Activity – Search the data below for the string "viewBox". Extract every line that contains it.

[Extracted records]
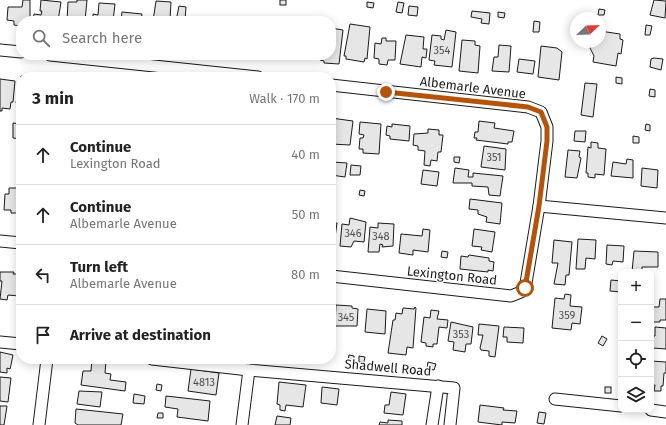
<!DOCTYPE html>
<meta charset="utf-8">
<style>
body{margin:0;font-family:"Fira Sans",sans-serif;background:#f2f2f2;color:#222}
.controls{position:absolute;right:12px;bottom:12px;display:grid;overflow:hidden;border-radius:8px;box-shadow:0 2px 10px #0003}
.controls button{width:36px;height:36px;display:grid;place-items:center;padding:0;border:0;border-bottom:1px solid #e0e0e0;background:#fff;color:#222;font:20px sans-serif}
.compass{position:absolute;left:570px;top:12px;width:36px;height:36px;border-radius:50%;background:#fff;box-shadow:0 2px 10px #0003;rotate:67deg}
.stop{position:absolute;width:12px;height:12px;margin:-9px;border:3px solid #b45309;border-radius:50%;background:#fff}
.stop.end{background:#b45309;border-color:#fff;box-shadow:0 1px 4px #0008}
.list{margin:0;padding:0;list-style:none}
h2{display:flex;justify-content:space-between;align-items:center;height:52px;margin:0;padding:0 16px;font-size:17px}
h2 small{font-size:13px;font-weight:400;color:#767676}
.list li{display:grid;grid-template-columns:26px 1fr auto;gap:12px;align-items:center;box-sizing:border-box;height:60px;padding:0 16px;border-top:1px solid #e0e0e0}
.list b{display:block;font-size:15px;white-space:nowrap}
.list p{margin:0;font-size:13px;white-space:nowrap;color:#767676}
.list em{font-size:13px;font-style:normal;color:#767676}
.icon{flex:none;width:22px;height:22px;fill:none;stroke:currentColor;stroke-width:2;stroke-linecap:round;stroke-linejoin:round}
.map{position:relative;flex:none;width:666px;height:425px;overflow:hidden}
.search{position:absolute;background:#fff;box-shadow:0 2px 10px #0003;left:16px;top:16px;width:320px;height:44px;display:flex;align-items:center;gap:10px;box-sizing:border-box;padding:0 14px;border-radius:16px;color:#767676;font-size:15px}
.panel{position:absolute;background:#fff;box-shadow:0 2px 10px #0003;left:16px;top:72px;width:320px;height:292px;border-radius:16px}
.map>svg:first-child{display:block}
.building{fill:#e6e6e6;stroke:#1a1a1a}
.lines{fill:none;stroke-linecap:round;stroke-linejoin:round}
.street-casing{stroke:#1a1a1a;stroke-width:13}
.street{stroke:#fff;stroke-width:11}
.route{stroke:#b45309;stroke-width:5}
.labels{text-anchor:middle;stroke-width:3;stroke-linejoin:round;paint-order:stroke}
.number-label{font-size:11px;fill:#4d4d4d}
.street-label{font-size:13px;fill:#1a1a1a;stroke:#fff}
</style>
<div class="map">
<svg width="666" height="425" viewBox="0 0 666 425">
<rect width="100%" height="100%" fill="#fff"/>
<g class="building">
<polygon points="23,0 30,0 30,21 21,21 21,26 14,25 14,21 7,20 8,7 22,7"/>
<polygon points="41,0 61,2 58,21 33,21 34,14 41,15 42,11 40,11"/>
<polygon points="77,0 87,0 85,21 67,21 68,2 77,2"/>
<rect x="280" y="0" width="6" height="5"/>
<polygon points="654,0 666,1 665,18 650,15"/>
<polygon points="156,1 171,2 170,19 167,19 166,21 153,21"/>
<polygon points="367,2 374,3 373,8 367,7"/>
<polygon points="398,2 404,3 402,13 396,12"/>
<polygon points="99,3 115,4 113,21 93,21 93,14 98,15"/>
<polygon points="179,6 186,7 185,20 196,21 176,21"/>
<polygon points="409,6 418,7 417,16 408,15"/>
<polygon points="599,9 605,10 604,15 598,15"/>
<polygon points="472,11 490,13 489,24 481,23 482,19 471,17"/>
<polygon points="122,12 142,14 141,21 121,21"/>
<polygon points="498,12 505,13 504,18 498,17"/>
<polygon points="209,17 220,18 219,21 208,21"/>
<polygon points="534,21 540,22 539,32 533,32"/>
<polygon points="350,24 370,27 367,59 365,58 364,62 346,59 346,56 344,56"/>
<polygon points="646,25 652,26 650,35 645,35"/>
<polygon points="331,28 343,30 339,64 324,63 324,61 320,60 320,55 331,55"/>
<polygon points="446,30 456,32 452,67 434,65 435,61 429,60 432,35 441,36 441,39 444,40"/>
<polygon points="600,31 620,34 620,39 623,40 621,54 618,53 616,66 593,62 594,56 590,48 593,43 600,42"/>
<polygon points="406,35 424,37 423,49 427,49 426,58 422,57 421,67 400,64"/>
<polygon points="382,38 386,38 386,41 396,41 395,60 388,60 387,65 379,64 379,59 374,58 375,43 381,44"/>
<polygon points="462,40 475,41 475,45 480,46 478,73 459,71"/>
<polygon points="499,45 511,46 509,72 492,71 494,57 498,57"/>
<polygon points="541,46 557,48 562,52 559,80 538,77"/>
<polygon points="654,58 663,59 661,70 650,67 651,59"/>
<polygon points="519,59 535,61 533,74 517,72"/>
<polygon points="21,76 26,77 21,77 21,108 17,108 18,103 16,103"/>
<polygon points="616,77 622,78 622,84 616,83"/>
<polygon points="0,79 15,81 13,102 11,102 10,109 2,108 2,111 0,111"/>
<polygon points="585,83 597,84 593,117 581,115"/>
<polygon points="650,89 655,90 655,97 649,96"/>
<polygon points="331,118 353,121 350,145 331,144"/>
<polygon points="479,121 495,123 494,128 514,131 512,142 508,142 508,144 476,140 477,138 474,138 475,132 478,132"/>
<polygon points="360,122 381,124 379,154 363,153 363,149 359,149 360,138 363,138 364,135 359,134"/>
<polygon points="13,123 21,124 21,139 13,138"/>
<polygon points="392,124 410,126 409,141 390,139 390,136 386,135 387,126 392,127"/>
<polygon points="646,124 650,125 650,131 645,130"/>
<polygon points="428,129 439,130 439,135 443,135 441,152 438,152 437,161 431,160 430,166 424,165 425,151 418,150 418,146 413,145 414,134 428,133"/>
<polygon points="575,131 586,131 585,142 574,141"/>
<polygon points="633,136 639,137 639,143 633,143"/>
<polygon points="591,142 598,143 598,148 606,149 604,175 595,174 595,178 588,177 588,173 586,173 588,147 591,148"/>
<polygon points="484,146 506,149 505,170 481,167"/>
<polygon points="568,150 580,151 579,157 581,158 577,178 565,177"/>
<polygon points="454,157 460,157 459,163 454,162"/>
<polygon points="627,159 633,160 633,178 611,176 613,162 626,164"/>
<polygon points="332,162 347,163 345,177 331,175"/>
<polygon points="351,165 361,166 360,175 350,175"/>
<polygon points="455,168 469,170 468,177 473,177 473,173 503,176 500,196 489,195 488,187 472,186 472,183 453,183"/>
<polygon points="642,168 658,170 657,188 641,186"/>
<polygon points="423,170 439,172 437,186 421,184"/>
<polygon points="9,188 21,188 21,213 11,213 11,210 4,210 5,194 9,194"/>
<polygon points="360,190 365,191 364,196 359,195"/>
<polygon points="470,199 502,203 500,224 486,222 487,217 478,214 478,210 469,209"/>
<polygon points="350,218 366,222 364,242 354,241 351,247 340,246 342,224 349,225"/>
<polygon points="331,223 337,223 334,245 331,245"/>
<polygon points="378,223 394,224 393,246 382,247 383,245 380,244 379,252 368,252 370,227 378,228"/>
<polygon points="423,229 430,230 428,252 413,250 413,255 399,253 401,234 422,236"/>
<polygon points="474,229 495,232 492,252 481,250 482,247 472,246"/>
<polygon points="578,239 596,240 595,259 586,258 585,269 576,269"/>
<polygon points="554,240 572,242 569,275 566,275 565,285 554,284 558,263 552,263"/>
<polygon points="607,245 624,246 623,262 613,261 612,265 606,264"/>
<polygon points="442,251 448,252 447,258 441,257"/>
<polygon points="634,251 658,252 658,267 642,267 642,272 632,272"/>
<polygon points="469,255 489,258 489,261 494,262 493,271 488,270 488,272 460,269 461,256 468,257"/>
<polygon points="0,272 14,272 13,274 21,274 19,296 8,295 7,300 0,299 2,281 0,281"/>
<polygon points="611,280 621,281 621,292 610,291"/>
<polygon points="565,294 571,295 570,306 582,307 580,324 572,323 571,330 552,328 555,298 564,299"/>
<polygon points="660,299 666,299 666,320 660,320 660,322 651,322 652,307 659,307"/>
<polygon points="336,305 352,306 352,308 358,309 357,326 335,326"/>
<polygon points="415,307 416,308 413,348 407,347 406,355 388,353 393,320 395,320 396,313 402,314 403,308 414,309"/>
<polygon points="367,309 386,311 385,334 365,332"/>
<polygon points="431,310 439,311 437,319 448,320 447,328 439,327 437,344 433,344 433,347 426,346 426,343 421,342 424,317 430,318"/>
<polygon points="451,322 473,327 471,344 466,344 465,352 453,350 454,342 448,341"/>
<polygon points="479,324 499,326 495,357 489,356 489,351 481,350 480,348 483,335 478,335"/>
<polygon points="504,327 524,328 523,343 507,342 507,337 503,337"/>
<polygon points="655,327 666,328 666,349 653,348 653,336 655,336"/>
<polygon points="602,336 607,339 603,346 598,343"/>
<polygon points="0,352 13,355 11,365 10,369 7,368 7,373 0,372"/>
<polygon points="349,355 354,356 354,362 348,361"/>
<polygon points="359,356 365,357 364,362 359,362"/>
<polygon points="92,359 106,361 105,373 111,374 110,380 126,382 125,391 81,385 83,371 91,371"/>
<polygon points="651,361 666,362 666,373 664,373 663,386 661,386 661,391 654,391 655,385 651,385"/>
<polygon points="428,362 436,364 434,370 427,369"/>
<polygon points="405,366 412,367 411,374 403,372"/>
<polygon points="191,369 219,373 216,395 188,391"/>
<polygon points="0,377 11,378 8,402 0,401"/>
<polygon points="279,382 306,385 303,407 286,405 285,411 280,410 280,405 277,404"/>
<polygon points="157,384 162,385 161,391 156,390"/>
<polygon points="322,387 339,389 337,405 321,403"/>
<rect x="605" y="387" width="6" height="6"/>
<polygon points="79,391 102,392 100,407 77,404"/>
<polygon points="391,392 406,394 403,415 384,413 385,405 389,405"/>
<polygon points="134,394 145,396 144,404 133,403"/>
<polygon points="166,396 210,401 208,421 177,417 178,409 165,407"/>
<polygon points="480,405 504,408 503,410 517,411 515,423 502,422 502,425 478,422"/>
<polygon points="0,406 7,406 4,425 0,425"/>
<polygon points="76,409 123,414 121,425 78,425 75,423"/>
<polygon points="539,412 546,413 544,424 537,423"/>
<polygon points="158,413 163,413 163,418 157,418"/>
<polygon points="277,416 291,418 290,425 275,425"/>
<polygon points="388,420 402,421 402,425 379,425 380,422 388,423"/>
</g>
<g class="lines">
<g class="street-casing">
<g id="street">
<polyline points="0,50 21,52"/>
<polyline points="50,55 258,77"/>
<polyline points="331,85 528,107 541,112 547,127 547,141 539,206 526,283 521,292 511,296 331,276"/>
<polyline points="539,206 666,218"/>
<polyline points="0,241 21,243"/>
<polyline points="0,342 21,344"/>
<polyline points="152,359 249,370 454,388 450,425"/>
<polyline points="555,399 621,406"/>
<polyline points="651,410 666,412"/>
<polyline points="39,425 47,359"/>
<polyline points="242,425 249,370"/>
<polyline points="432,425 438,386"/>
</g>
</g>
<use href="#street" class="street"/>
</g>
<g class="lines">
<polyline class="route" points="386,92 528,107 541,112 547,127 547,141 539,206 525,288"/>
</g>
<g class="labels">
<g class="number-label">
<text x="442" y="54">354</text>
<text x="494" y="161">351</text>
<text x="353" y="237">346</text>
<text x="381" y="240">348</text>
<text x="567" y="319">359</text>
<text x="346" y="321">345</text>
<text x="461" y="338">353</text>
<text x="204" y="386">4813</text>
</g>
<g class="street-label">
<text transform="translate(473 87) rotate(7)" y="5">Albemarle Avenue</text>
<text transform="translate(452 275) rotate(6)" y="5">Lexington Road</text>
<text transform="translate(388 367) rotate(5)" y="5">Shadwell Road</text>
</g>
</g>
</svg>
<div class="controls">
<button>+</button>
<button>−</button>
<button><svg class="icon" aria-label="locate" viewBox="0 0 24 24"><circle cx="12" cy="12" r="6"/><path d="M12 2v4M12 18v4M2 12h4M18 12h4"/></svg></button>
<button><svg class="icon" aria-label="layers" viewBox="0 0 24 24"><path d="M12 4l9 5-9 5-9-5zM3 14l9 5 9-5"/></svg></button>
</div>
<svg class="compass" viewBox="-18 -18 36 36"><path d="M0-13l5 13h-10z" fill="#e53935"/><path d="M0 13l5-13h-10z" fill="#767676"/></svg>
<div class="stop" style="left:525px;top:288px"></div>
<div class="stop end" style="left:386px;top:92px"></div>
<div class="search"><svg class="icon" aria-label="search" viewBox="0 0 24 24"><circle cx="10" cy="10" r="6"/><path d="M15 15l6 6"/></svg>Search here</div>
<section class="panel">
<h2>3 min<small>Walk · 170 m</small></h2>
<ul class="list">
<li><svg class="icon" aria-label="ahead" viewBox="0 0 24 24"><path d="M12 20V5M6 11l6-6 6 6"/></svg><div><b>Continue</b><p>Lexington Road</p></div><em>40 m</em></li>
<li><svg class="icon" aria-label="ahead" viewBox="0 0 24 24"><path d="M12 20V5M6 11l6-6 6 6"/></svg><div><b>Continue</b><p>Albemarle Avenue</p></div><em>50 m</em></li>
<li><svg class="icon" aria-label="left" viewBox="0 0 24 24"><path d="M17 20v-9H6M10 6l-5 5 5 5"/></svg><div><b>Turn left</b><p>Albemarle Avenue</p></div><em>80 m</em></li>
<li><svg class="icon" aria-label="arrive" viewBox="0 0 24 24"><path d="M6 21V4h12l-3 4 3 4H6"/></svg><div><b>Arrive at destination</b></div></li>
</ul>
</section>
</div>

Task answer –
<svg width="666" height="425" viewBox="0 0 666 425">
<button><svg class="icon" aria-label="locate" viewBox="0 0 24 24"><circle cx="12" cy="12" r="6"/><path d="M12 2v4M12 18v4M2 12h4M18 12h4"/></svg></button>
<button><svg class="icon" aria-label="layers" viewBox="0 0 24 24"><path d="M12 4l9 5-9 5-9-5zM3 14l9 5 9-5"/></svg></button>
<svg class="compass" viewBox="-18 -18 36 36"><path d="M0-13l5 13h-10z" fill="#e53935"/><path d="M0 13l5-13h-10z" fill="#767676"/></svg>
<div class="search"><svg class="icon" aria-label="search" viewBox="0 0 24 24"><circle cx="10" cy="10" r="6"/><path d="M15 15l6 6"/></svg>Search here</div>
<li><svg class="icon" aria-label="ahead" viewBox="0 0 24 24"><path d="M12 20V5M6 11l6-6 6 6"/></svg><div><b>Continue</b><p>Lexington Road</p></div><em>40 m</em></li>
<li><svg class="icon" aria-label="ahead" viewBox="0 0 24 24"><path d="M12 20V5M6 11l6-6 6 6"/></svg><div><b>Continue</b><p>Albemarle Avenue</p></div><em>50 m</em></li>
<li><svg class="icon" aria-label="left" viewBox="0 0 24 24"><path d="M17 20v-9H6M10 6l-5 5 5 5"/></svg><div><b>Turn left</b><p>Albemarle Avenue</p></div><em>80 m</em></li>
<li><svg class="icon" aria-label="arrive" viewBox="0 0 24 24"><path d="M6 21V4h12l-3 4 3 4H6"/></svg><div><b>Arrive at destination</b></div></li>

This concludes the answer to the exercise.